Blanca París de Oddone (7 July 1925 – 23 June 2008) was a Uruguayan historian and academic, who published extensively on Uruguayan and South American history. She was the winner of a Ford Foundation Fellowship and a Guggenheim Fellowship to further her academic research.

==Early life==
María Blanca París Corcoll was born on 7 July 1925 in Montevideo, Uruguay to Rosa Corcoll and Francisco París, to Catalan parents. She began her tertiary studies at the University of Buenos Aires in the philosophy and literature faculty in 1946. She continued her education at the University of Chile in 1948 and then transferred that same year to the University of the Republic in Montevideo. Finishing her studies in 1951, she completed her thesis research and graduated with a bachelor's degree in history in 1957. She went on to further her studies at the University of Buenos Aires in 1960.
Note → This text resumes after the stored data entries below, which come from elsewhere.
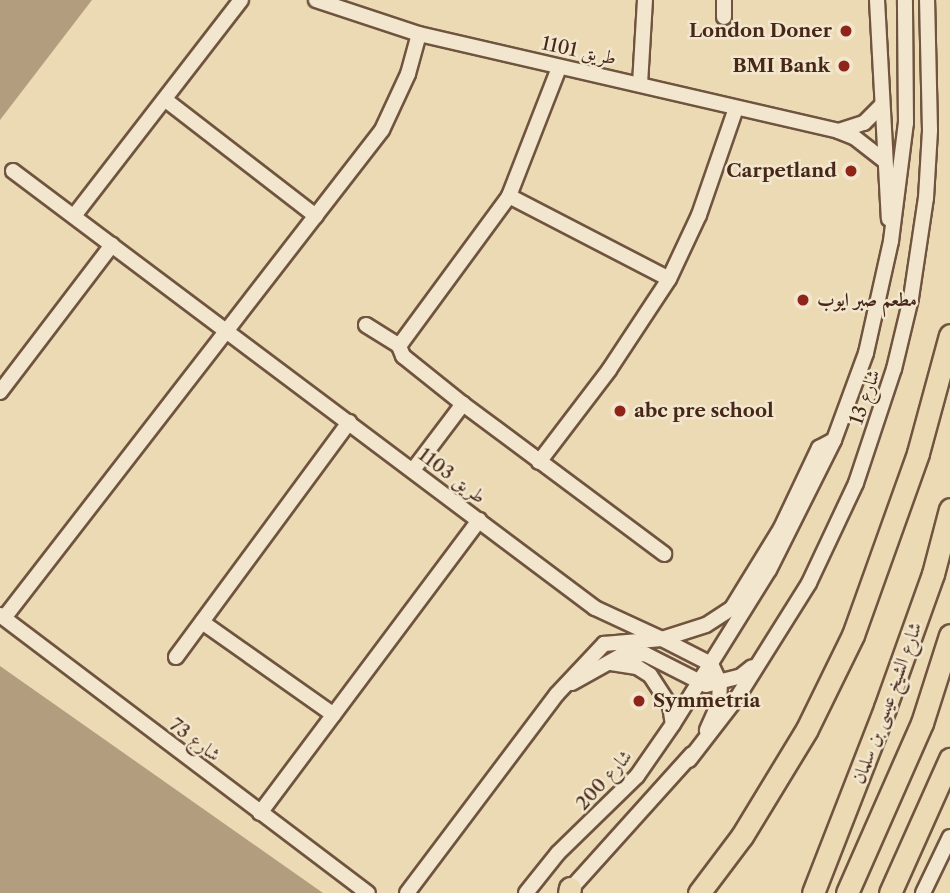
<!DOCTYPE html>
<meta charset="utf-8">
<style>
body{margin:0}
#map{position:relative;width:950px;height:893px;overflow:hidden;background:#ebdab4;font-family:"Libre Caslon Text",Amiri,serif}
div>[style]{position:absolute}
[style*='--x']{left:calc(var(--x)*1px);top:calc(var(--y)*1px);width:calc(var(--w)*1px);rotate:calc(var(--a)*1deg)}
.water>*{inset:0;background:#b39d7f}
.roads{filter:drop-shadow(2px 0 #70543f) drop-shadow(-2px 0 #70543f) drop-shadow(0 2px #70543f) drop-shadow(0 -2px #70543f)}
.minor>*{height:14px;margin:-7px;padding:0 7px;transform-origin:7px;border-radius:7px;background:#f2e7ce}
.highway>*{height:21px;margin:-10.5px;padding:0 10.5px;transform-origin:10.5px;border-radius:10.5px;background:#ebdab4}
.dots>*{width:19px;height:19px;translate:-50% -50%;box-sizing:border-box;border:4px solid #f2e7ce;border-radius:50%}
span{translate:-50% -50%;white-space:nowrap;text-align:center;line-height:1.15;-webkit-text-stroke:5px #f2e7ce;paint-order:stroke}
.poi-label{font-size:19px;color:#472718;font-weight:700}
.right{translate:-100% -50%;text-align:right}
.left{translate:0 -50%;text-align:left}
.street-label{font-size:19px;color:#472718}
</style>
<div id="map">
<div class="water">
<div style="clip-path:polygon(0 0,92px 0,0 120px)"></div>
<div style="clip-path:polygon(0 666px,323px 893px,0 893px)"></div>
</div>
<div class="roads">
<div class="minor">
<div style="--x:316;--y:0;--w:108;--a:18.3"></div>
<div style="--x:419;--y:34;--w:430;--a:13"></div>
<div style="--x:838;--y:131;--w:17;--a:21"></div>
<div style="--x:854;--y:137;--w:37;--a:38"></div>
<div style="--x:724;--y:0;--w:17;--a:90"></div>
<div style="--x:877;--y:0;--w:219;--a:86.9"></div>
<div style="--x:640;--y:84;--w:84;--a:-86.6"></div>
<div style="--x:167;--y:101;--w:188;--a:37.7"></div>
<div style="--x:839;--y:131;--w:26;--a:-18"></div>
<div style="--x:864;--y:123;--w:25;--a:-45"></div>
<div style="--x:13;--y:171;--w:728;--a:36.9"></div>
<div style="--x:595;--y:608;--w:74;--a:24.8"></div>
<div style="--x:509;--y:196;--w:180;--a:27.4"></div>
<div style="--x:74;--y:216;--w:273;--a:-52.3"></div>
<div style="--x:366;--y:325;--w:39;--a:32"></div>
<div style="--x:399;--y:346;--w:11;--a:68"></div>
<div style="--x:403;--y:356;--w:77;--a:38.7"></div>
<div style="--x:463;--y:404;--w:251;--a:36.7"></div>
<div style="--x:399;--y:346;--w:186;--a:-53.7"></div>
<div style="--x:509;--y:196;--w:137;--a:-68.7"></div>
<div style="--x:0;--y:392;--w:185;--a:-52.7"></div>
<div style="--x:539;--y:462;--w:116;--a:-52.7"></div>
<div style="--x:609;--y:370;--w:109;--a:-56.6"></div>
<div style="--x:669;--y:279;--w:71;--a:-64.9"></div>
<div style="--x:699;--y:215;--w:113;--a:-70.9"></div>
<div style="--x:413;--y:470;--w:83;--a:-52.9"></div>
<div style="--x:0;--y:615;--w:461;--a:37.1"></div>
<div style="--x:4;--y:618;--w:617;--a:-52.24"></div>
<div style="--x:382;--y:130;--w:62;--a:-65.1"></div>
<div style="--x:408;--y:74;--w:41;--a:-74.6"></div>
<div style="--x:202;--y:622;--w:161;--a:35.2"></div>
<div style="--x:662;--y:639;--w:46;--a:-17.7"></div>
<div style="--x:706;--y:625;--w:31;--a:-33"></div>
<div style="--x:732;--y:608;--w:94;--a:-58.5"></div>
<div style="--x:781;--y:528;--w:89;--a:-64.6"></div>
<div style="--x:819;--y:448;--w:17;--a:-28"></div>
<div style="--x:176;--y:657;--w:292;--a:-53.6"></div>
<div style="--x:611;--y:663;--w:26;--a:9"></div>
<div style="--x:637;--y:667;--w:15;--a:32"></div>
<div style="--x:650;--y:675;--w:37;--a:57"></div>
<div style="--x:670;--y:706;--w:18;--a:81"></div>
<div style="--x:572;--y:683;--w:57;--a:-29.2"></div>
<div style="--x:622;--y:655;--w:23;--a:-2"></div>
<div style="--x:645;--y:654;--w:68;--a:26.9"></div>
<div style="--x:706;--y:685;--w:36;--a:-14"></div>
<div style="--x:741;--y:676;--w:14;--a:-39"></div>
<div style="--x:689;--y:760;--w:78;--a:-52.3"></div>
<div style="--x:737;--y:698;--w:136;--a:-57.9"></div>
<div style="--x:809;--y:583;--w:110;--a:-64.8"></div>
<div style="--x:856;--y:483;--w:120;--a:-71.6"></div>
<div style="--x:894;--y:369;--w:73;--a:-76.5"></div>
<div style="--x:911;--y:298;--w:101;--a:-81.5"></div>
<div style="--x:926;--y:198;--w:68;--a:-86.6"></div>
<div style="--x:930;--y:130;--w:130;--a:-91.3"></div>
<div style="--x:260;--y:813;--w:366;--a:-53.2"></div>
<div style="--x:407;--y:893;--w:249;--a:-53"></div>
<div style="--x:557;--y:694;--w:69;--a:-46.8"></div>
<div style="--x:604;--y:644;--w:58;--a:-4.9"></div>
<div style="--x:662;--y:639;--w:55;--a:27"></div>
<div style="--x:711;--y:664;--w:21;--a:65"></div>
<div style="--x:720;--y:683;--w:20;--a:93"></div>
<div style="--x:719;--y:703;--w:30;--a:114"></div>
<div style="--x:526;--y:893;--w:51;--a:-51.3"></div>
<div style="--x:558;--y:853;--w:110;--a:-44.3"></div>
<div style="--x:637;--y:776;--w:63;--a:-55.3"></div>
<div style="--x:673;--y:724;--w:181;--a:-58.1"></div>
<div style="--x:769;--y:570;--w:145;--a:-63.4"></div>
<div style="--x:834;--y:440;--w:93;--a:-69.8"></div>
<div style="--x:866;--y:353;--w:115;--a:-77.4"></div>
<div style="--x:891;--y:241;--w:119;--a:-82.8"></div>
<div style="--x:906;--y:123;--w:123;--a:-90.5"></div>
<div style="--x:567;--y:893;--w:187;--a:-48"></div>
<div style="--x:923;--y:893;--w:62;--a:-64.3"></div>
</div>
<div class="highway">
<div style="--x:569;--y:893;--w:5;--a:-79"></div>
<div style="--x:699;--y:893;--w:71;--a:-53"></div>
<div style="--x:742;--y:836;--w:125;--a:-58.7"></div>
<div style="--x:807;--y:729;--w:105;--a:-63.9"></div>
<div style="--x:853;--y:635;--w:193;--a:-70.3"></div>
<div style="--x:918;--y:453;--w:122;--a:-74.8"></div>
<div style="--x:813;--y:893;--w:199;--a:-68.7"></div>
<div style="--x:885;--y:708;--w:142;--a:-70.3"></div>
<div style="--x:933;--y:574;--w:67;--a:-75.3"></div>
<div style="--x:847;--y:893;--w:186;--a:-66.2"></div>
<div style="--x:922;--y:723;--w:92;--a:-72.3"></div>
<div style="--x:890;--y:893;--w:147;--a:-65.9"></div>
</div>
</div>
<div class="dots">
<div style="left:846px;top:31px;background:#8f2418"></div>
<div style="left:844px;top:66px;background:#8f2418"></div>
<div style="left:851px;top:171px;background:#8f2418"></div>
<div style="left:803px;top:300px;background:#8f2418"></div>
<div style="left:620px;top:411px;background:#8f2418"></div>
<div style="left:639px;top:701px;background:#8f2418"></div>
</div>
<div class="poi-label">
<span class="right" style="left:832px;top:31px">London Doner</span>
<span class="right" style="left:830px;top:66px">BMI Bank</span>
<span class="right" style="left:837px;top:171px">Carpetland</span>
<span class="left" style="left:817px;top:300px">مطعم صبر ايوب</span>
<span class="left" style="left:634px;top:411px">abc pre school</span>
<span class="left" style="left:653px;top:701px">Symmetria</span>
</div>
<div class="street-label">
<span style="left:579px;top:51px;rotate:12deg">طريق 1101</span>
<span style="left:865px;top:397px;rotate:-71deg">شارع 13</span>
<span style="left:452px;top:476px;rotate:37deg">طريق 1103</span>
<span style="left:887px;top:703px;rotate:-70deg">شارع الشيخ عيسى بن سلمان</span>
<span style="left:195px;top:740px;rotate:37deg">شارع 73</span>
<span style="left:604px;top:780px;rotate:-48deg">شارع 200</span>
</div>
</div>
Married to Juan Oddone, they had a son, Gabriel Oddone, an economist.

==Career==
Beginning her career in 1960, París taught in the Humanities and Education Faculty at University of the Republic. In the early 1960s, she married fellow academic Juan Oddone. Between 1960 and 1968 she conducted research in archives of England, France, Italy and Spain on a Gallinal Scholarship, which focused on the immigration to the Río de la Plata. In 1974, she was dismissed from her post after the Uruguayan coup d'état. Taking advantage of a Ford Foundation Fellowship, she studied at the Consejo Latinoamericano de Ciencias Sociales between 1974 and 1975. De Oddone and her husband lived in Mexico during their exile, where de Oddone worked at the National Autonomous University of Mexico beginning in 1977. She was a collaborator for the journals Universidades from 1978 to 1981 and Nuestra América from 1980 to 1981. In 1981, de Oddone won a Guggenheim Fellowship. and began a research project at the Union of Latin American Universities (UDUAL), focused on the social history of education in Uruguay.

When the Uruguayan military dictatorship ended, de Oddone returned to Uruguay and was restored to her position at the University of the Republic. She was promoted to a full professor in 1991. She published extensively both independently and with others and was recognized as an expert on the historic period leading up to the 1973 coup. Some of her most noted works are Las relaciones entre Montevideo y Buenos aires en 1811 (The relationship between Montevideo and Buenos Aires in 1811, 1947–48); La Universidad de Montevideo en la formación de nuestra conciencia liberal, 1849-1885 (The University of Montevideo in the formation of our liberal conscience: 1849-1885, 1948); and Figuras e instituciones catalanas en Uruguay (Figures and Catalan institutions in Uruguay, 1960). In collaboration with her husband, she published Cronología comparada de la historia del Uruguay, 1830-1945 (Comparative chronology of the history of Uruguay: 1830-1945, 1966) and La universidad uruguaya desde el militarismo a la crisis, 1885-1985 (The Uruguayan university from militarism to crisis: 1885-1985, 1971). De Oddone retired in 2004. In 2007, de Oddone and her husband, as well as investigators Benjamín Nahum and José Pedro Barrán, were declared Illustrious Citizens of Montevideo by the City Council.

==Death and legacy==
De Oddone died on 23 June 2008 in Montevideo and she was buried at the Cementerio del Norte the following day.